Exercise
Scan the entries below. List each line with "none".

Dataset entries
════════════════════
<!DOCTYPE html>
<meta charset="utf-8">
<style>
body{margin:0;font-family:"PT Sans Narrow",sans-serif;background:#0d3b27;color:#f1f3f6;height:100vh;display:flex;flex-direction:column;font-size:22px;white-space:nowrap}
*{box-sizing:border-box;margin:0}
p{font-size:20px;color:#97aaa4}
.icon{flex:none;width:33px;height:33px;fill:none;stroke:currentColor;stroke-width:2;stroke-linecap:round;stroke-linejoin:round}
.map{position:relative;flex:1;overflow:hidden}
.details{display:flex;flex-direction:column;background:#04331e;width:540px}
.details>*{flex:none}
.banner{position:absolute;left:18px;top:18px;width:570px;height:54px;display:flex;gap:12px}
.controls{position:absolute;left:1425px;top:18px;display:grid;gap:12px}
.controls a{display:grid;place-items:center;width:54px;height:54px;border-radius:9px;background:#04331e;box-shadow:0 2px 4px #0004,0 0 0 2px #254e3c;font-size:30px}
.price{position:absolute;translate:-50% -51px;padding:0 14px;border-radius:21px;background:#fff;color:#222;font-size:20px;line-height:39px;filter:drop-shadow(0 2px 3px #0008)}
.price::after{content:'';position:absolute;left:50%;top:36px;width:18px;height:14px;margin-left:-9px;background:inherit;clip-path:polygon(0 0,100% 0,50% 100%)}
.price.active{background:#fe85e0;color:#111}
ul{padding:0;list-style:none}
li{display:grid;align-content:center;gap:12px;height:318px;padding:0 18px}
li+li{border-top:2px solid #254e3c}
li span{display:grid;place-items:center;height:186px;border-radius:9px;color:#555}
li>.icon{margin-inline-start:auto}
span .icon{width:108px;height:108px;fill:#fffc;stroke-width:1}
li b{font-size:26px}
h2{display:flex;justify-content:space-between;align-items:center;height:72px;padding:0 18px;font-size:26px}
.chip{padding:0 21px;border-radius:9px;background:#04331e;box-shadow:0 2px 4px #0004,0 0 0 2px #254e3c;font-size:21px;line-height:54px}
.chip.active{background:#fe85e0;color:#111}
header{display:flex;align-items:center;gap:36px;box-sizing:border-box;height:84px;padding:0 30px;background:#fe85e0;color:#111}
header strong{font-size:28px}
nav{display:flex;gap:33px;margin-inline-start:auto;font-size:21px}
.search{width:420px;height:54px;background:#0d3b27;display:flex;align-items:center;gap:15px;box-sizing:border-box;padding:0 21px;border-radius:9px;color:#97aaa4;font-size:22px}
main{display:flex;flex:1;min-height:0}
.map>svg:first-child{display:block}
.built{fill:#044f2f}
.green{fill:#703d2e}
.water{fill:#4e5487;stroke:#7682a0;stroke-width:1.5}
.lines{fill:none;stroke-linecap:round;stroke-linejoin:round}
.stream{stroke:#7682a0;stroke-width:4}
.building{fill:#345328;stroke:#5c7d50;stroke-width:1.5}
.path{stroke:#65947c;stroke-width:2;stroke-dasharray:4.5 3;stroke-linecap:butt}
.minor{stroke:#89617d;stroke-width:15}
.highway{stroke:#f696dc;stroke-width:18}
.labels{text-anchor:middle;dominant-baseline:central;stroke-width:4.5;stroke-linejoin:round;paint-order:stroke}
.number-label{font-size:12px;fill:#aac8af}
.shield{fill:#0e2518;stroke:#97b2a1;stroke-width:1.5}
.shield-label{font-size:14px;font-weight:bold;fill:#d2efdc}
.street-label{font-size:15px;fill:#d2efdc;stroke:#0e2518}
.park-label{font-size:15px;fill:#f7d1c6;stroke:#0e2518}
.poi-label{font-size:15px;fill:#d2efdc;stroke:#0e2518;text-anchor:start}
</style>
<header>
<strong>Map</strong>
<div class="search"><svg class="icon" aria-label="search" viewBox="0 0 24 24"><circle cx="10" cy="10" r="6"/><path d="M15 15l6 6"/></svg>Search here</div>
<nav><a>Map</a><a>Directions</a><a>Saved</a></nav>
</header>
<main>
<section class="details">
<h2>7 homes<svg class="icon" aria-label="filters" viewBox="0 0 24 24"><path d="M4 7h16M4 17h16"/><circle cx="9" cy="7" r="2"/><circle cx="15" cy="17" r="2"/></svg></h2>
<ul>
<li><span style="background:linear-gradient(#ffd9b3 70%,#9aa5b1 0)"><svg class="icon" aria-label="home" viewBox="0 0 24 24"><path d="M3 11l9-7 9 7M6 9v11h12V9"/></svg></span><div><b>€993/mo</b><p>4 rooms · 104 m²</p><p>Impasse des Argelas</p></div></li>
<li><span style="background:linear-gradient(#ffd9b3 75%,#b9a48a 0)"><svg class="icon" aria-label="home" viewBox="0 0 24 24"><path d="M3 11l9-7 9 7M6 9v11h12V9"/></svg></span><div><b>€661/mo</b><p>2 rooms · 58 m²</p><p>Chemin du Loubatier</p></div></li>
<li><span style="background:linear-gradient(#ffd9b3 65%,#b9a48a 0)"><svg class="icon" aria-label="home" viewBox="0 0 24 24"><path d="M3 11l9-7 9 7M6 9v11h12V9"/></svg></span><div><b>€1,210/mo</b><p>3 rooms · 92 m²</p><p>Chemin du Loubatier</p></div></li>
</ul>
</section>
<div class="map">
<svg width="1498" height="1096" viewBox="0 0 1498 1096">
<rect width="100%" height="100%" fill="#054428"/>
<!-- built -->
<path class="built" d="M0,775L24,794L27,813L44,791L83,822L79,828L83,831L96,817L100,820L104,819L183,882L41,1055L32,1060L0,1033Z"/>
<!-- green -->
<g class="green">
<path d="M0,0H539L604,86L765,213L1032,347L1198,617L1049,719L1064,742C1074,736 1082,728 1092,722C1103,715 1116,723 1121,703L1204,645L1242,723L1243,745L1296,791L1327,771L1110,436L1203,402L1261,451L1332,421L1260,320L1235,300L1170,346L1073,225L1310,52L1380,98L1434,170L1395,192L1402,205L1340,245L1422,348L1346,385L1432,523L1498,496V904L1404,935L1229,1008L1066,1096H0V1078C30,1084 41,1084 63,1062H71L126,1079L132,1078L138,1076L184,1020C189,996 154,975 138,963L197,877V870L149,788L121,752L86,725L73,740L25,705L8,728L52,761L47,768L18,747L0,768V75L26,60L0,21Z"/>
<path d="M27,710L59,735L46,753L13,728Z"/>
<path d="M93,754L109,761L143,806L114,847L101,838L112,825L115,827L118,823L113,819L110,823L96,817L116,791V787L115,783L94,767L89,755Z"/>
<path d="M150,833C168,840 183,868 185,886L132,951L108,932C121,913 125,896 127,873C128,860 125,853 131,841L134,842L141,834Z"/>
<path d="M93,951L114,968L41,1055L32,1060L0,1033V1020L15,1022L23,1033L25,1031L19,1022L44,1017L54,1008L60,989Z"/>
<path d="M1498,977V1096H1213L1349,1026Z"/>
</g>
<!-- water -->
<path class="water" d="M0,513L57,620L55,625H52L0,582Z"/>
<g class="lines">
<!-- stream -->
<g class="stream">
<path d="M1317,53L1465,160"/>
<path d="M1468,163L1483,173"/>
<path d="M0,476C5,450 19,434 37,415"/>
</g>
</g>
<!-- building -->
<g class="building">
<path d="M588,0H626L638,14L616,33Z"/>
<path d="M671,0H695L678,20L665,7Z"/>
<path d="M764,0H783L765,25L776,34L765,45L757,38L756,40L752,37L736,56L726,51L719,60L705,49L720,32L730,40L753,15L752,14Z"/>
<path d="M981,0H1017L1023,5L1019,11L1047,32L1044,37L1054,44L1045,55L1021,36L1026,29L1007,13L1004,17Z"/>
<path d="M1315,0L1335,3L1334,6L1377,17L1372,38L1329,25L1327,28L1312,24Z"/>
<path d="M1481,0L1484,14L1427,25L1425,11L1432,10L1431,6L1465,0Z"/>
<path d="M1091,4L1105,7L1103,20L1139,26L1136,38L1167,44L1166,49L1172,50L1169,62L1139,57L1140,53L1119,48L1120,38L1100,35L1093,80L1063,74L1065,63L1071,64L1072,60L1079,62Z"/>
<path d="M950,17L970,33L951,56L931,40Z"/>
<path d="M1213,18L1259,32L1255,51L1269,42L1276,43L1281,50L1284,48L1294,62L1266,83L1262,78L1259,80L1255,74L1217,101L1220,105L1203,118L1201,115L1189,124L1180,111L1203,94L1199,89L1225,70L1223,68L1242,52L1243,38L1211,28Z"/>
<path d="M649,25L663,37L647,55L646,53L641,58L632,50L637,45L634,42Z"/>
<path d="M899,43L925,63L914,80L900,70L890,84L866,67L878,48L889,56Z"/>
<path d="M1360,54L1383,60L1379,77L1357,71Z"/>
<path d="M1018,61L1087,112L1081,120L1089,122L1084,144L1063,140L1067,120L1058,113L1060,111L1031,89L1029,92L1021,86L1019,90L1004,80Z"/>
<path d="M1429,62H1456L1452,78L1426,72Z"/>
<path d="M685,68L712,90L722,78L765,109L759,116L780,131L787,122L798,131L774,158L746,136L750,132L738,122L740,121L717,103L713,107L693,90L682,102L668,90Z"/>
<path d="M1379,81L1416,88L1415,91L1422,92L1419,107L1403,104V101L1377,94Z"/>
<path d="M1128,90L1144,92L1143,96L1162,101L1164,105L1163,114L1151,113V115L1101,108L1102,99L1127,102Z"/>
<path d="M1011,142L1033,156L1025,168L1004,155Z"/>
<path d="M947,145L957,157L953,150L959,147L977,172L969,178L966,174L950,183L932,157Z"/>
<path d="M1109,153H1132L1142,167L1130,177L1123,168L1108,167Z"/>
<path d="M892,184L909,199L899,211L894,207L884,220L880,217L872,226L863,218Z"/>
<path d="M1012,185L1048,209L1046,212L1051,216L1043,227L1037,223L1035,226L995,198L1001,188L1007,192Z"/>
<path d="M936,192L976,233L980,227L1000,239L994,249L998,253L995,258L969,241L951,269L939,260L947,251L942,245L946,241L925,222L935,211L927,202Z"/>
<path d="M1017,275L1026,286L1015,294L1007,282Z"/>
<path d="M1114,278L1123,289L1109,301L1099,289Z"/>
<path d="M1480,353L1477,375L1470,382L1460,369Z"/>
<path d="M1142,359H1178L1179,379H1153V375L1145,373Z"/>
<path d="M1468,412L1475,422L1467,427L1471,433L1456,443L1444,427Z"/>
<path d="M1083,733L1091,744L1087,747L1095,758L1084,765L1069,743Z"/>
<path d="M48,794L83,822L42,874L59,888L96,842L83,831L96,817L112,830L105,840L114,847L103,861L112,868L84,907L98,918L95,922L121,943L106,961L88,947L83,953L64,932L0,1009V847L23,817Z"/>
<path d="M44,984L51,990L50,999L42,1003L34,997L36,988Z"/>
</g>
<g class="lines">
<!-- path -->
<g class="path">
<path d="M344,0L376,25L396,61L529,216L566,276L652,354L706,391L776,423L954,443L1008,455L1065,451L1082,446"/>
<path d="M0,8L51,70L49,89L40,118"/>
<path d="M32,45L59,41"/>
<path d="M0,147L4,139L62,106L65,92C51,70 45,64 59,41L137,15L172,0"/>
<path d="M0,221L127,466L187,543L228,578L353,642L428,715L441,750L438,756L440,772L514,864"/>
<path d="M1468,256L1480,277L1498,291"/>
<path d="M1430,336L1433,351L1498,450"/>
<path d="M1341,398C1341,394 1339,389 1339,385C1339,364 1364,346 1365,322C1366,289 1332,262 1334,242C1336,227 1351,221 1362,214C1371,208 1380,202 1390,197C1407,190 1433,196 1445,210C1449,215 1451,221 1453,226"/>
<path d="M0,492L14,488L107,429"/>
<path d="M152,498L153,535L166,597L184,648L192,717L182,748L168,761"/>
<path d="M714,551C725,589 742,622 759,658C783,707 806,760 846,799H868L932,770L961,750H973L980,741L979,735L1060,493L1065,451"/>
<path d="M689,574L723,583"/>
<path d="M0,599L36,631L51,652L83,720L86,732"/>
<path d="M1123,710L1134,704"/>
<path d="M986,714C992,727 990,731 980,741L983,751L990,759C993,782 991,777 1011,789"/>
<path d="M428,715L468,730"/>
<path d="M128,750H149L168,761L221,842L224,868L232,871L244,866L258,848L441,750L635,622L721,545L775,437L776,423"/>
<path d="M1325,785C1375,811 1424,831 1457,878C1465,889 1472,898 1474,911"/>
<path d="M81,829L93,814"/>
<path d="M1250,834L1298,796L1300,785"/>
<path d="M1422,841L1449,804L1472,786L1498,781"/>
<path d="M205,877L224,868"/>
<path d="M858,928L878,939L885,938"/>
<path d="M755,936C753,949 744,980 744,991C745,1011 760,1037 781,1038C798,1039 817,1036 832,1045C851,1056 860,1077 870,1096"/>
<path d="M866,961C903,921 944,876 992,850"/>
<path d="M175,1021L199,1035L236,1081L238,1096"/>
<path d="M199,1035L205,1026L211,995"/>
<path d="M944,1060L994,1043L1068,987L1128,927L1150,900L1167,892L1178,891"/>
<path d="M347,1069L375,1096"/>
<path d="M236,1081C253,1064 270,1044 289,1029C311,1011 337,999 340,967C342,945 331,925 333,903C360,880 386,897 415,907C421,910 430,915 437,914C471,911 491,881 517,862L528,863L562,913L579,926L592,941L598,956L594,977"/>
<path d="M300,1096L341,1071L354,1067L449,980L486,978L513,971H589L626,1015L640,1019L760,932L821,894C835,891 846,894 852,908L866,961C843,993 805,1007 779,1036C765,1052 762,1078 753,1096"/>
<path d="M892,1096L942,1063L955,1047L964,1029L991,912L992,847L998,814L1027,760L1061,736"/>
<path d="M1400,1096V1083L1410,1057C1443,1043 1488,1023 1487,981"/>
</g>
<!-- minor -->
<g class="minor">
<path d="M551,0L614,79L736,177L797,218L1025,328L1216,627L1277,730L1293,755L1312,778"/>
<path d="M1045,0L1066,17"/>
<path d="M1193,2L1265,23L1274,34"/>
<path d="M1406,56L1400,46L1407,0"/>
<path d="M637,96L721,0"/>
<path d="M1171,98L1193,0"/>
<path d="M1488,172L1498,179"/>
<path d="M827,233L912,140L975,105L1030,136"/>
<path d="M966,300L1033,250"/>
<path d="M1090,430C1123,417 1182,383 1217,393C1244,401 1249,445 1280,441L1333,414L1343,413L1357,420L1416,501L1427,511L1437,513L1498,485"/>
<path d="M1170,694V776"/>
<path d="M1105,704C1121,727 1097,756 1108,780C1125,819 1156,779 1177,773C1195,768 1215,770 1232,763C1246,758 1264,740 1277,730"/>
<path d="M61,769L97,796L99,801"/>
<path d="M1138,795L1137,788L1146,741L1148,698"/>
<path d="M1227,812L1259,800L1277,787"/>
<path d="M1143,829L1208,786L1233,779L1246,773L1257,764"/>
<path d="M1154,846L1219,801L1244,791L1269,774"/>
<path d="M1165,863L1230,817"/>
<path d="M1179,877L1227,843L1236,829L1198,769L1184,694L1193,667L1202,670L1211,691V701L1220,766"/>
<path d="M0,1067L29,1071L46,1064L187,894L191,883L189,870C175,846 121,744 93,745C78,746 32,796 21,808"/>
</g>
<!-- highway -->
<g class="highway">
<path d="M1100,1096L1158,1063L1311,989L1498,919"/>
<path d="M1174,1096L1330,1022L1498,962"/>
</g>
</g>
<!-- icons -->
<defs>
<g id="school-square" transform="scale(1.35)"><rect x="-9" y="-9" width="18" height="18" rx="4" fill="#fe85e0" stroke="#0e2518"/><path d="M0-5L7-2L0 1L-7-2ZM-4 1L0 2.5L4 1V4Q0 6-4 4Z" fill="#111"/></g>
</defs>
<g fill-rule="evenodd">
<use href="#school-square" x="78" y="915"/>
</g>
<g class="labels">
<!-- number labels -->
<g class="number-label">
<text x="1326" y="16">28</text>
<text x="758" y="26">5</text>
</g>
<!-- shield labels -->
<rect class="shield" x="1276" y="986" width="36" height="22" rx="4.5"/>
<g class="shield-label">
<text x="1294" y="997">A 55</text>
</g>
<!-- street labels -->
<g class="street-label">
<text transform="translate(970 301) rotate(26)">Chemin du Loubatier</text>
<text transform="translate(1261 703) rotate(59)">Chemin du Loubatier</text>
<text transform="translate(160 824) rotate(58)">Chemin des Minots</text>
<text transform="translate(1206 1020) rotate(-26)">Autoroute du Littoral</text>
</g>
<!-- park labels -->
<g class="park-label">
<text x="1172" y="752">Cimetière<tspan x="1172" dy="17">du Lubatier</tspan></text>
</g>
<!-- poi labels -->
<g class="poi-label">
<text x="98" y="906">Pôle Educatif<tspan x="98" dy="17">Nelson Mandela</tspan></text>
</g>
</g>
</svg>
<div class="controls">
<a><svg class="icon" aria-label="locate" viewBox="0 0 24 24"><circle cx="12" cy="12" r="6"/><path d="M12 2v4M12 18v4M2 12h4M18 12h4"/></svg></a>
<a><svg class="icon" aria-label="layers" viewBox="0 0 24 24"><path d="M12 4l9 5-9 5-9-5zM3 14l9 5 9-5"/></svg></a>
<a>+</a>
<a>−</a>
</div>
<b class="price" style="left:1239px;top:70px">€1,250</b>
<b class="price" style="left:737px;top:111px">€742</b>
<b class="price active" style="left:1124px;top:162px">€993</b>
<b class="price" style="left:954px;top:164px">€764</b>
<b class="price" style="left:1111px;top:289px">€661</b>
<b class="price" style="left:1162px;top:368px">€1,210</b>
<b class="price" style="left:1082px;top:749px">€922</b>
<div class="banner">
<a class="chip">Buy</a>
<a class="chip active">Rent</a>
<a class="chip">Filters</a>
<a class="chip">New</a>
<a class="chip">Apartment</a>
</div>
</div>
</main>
════════════════════
Answer to the problem
.icon{flex:none;width:33px;height:33px;fill:none;stroke:currentColor;stroke-width:2;stroke-linecap:round;stroke-linejoin:round}
.details>*{flex:none}
ul{padding:0;list-style:none}
.lines{fill:none;stroke-linecap:round;stroke-linejoin:round}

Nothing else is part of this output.